▶ **DATA PROVIDED**

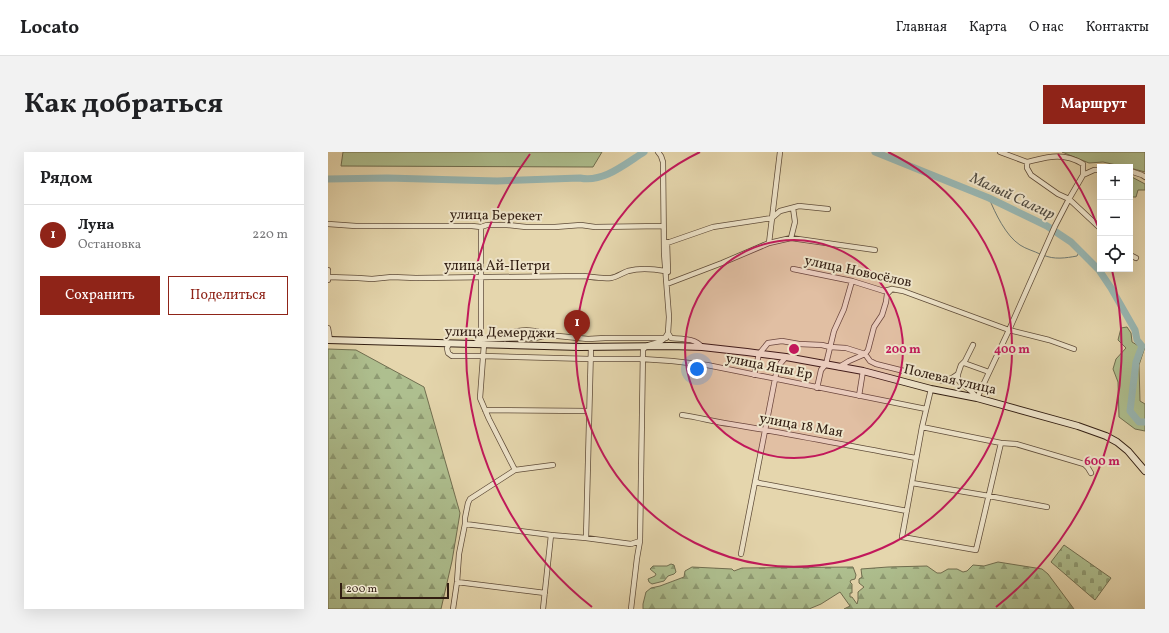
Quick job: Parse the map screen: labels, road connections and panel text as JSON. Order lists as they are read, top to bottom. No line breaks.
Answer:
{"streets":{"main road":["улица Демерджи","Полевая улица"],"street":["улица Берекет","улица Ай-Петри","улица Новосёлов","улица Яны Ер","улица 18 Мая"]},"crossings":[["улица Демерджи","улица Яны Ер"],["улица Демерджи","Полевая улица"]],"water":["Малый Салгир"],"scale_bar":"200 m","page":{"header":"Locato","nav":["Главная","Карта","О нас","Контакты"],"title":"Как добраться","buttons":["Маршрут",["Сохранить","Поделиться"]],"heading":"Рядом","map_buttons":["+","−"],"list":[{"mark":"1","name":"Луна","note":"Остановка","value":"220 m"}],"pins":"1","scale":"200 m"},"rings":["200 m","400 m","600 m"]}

▶ **TASK PROMPT**
Except for the pictures, please retype the listing above exactly.

▶ **EXERCISE RESPONSE**
Quick job: Parse the map screen: labels, road connections and panel text as JSON. Order lists as they are read, top to bottom. No line breaks.
Answer:
{"streets":{"main road":["улица Демерджи","Полевая улица"],"street":["улица Берекет","улица Ай-Петри","улица Новосёлов","улица Яны Ер","улица 18 Мая"]},"crossings":[["улица Демерджи","улица Яны Ер"],["улица Демерджи","Полевая улица"]],"water":["Малый Салгир"],"scale_bar":"200 m","page":{"header":"Locato","nav":["Главная","Карта","О нас","Контакты"],"title":"Как добраться","buttons":["Маршрут",["Сохранить","Поделиться"]],"heading":"Рядом","map_buttons":["+","−"],"list":[{"mark":"1","name":"Луна","note":"Остановка","value":"220 m"}],"pins":"1","scale":"200 m"},"rings":["200 m","400 m","600 m"]}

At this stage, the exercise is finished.